The task >> Reproduce the listing in its entirety. Do not reproduce the pictures.

Data shown >>
+ + +

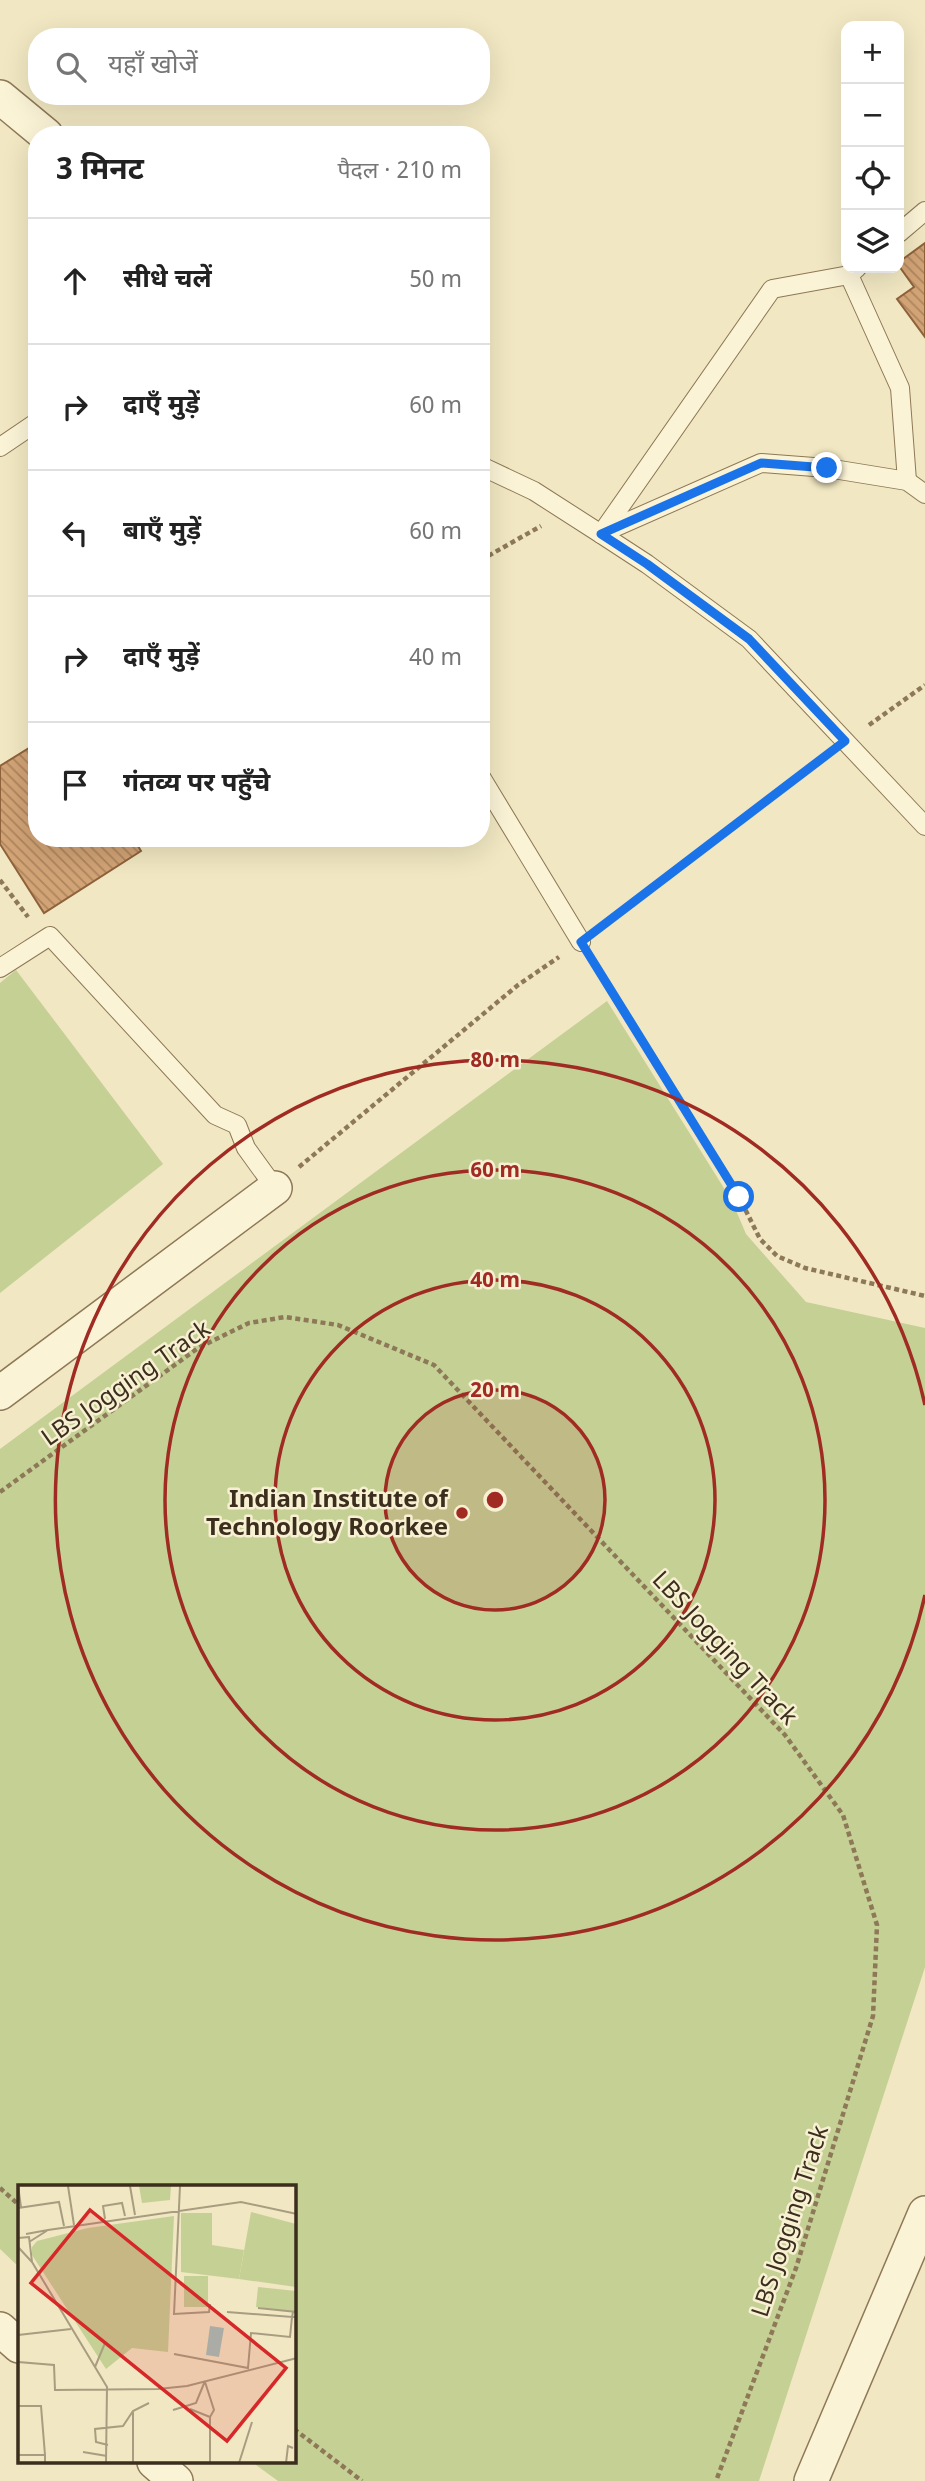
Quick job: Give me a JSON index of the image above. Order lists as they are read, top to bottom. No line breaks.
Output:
{"streets":{"path":["LBS Jogging Track"]},"places":["Indian Institute of Technology Roorkee"],"page":{"map_buttons":["+","−"],"search":"यहाँ खोजें","heading":["3 मिनट","पैदल · 210 m"],"list":[["सीधे चलें","50 m"],["दाएँ मुड़ें","60 m"],["बाएँ मुड़ें","60 m"],["दाएँ मुड़ें","40 m"],"गंतव्य पर पहुँचे"]},"rings":["80 m","60 m","40 m","20 m"]}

+ + +

Solution for this problem >>
Quick job: Give me a JSON index of the image above. Order lists as they are read, top to bottom. No line breaks.
Output:
{"streets":{"path":["LBS Jogging Track"]},"places":["Indian Institute of Technology Roorkee"],"page":{"map_buttons":["+","−"],"search":"यहाँ खोजें","heading":["3 मिनट","पैदल · 210 m"],"list":[["सीधे चलें","50 m"],["दाएँ मुड़ें","60 m"],["बाएँ मुड़ें","60 m"],["दाएँ मुड़ें","40 m"],"गंतव्य पर पहुँचे"]},"rings":["80 m","60 m","40 m","20 m"]}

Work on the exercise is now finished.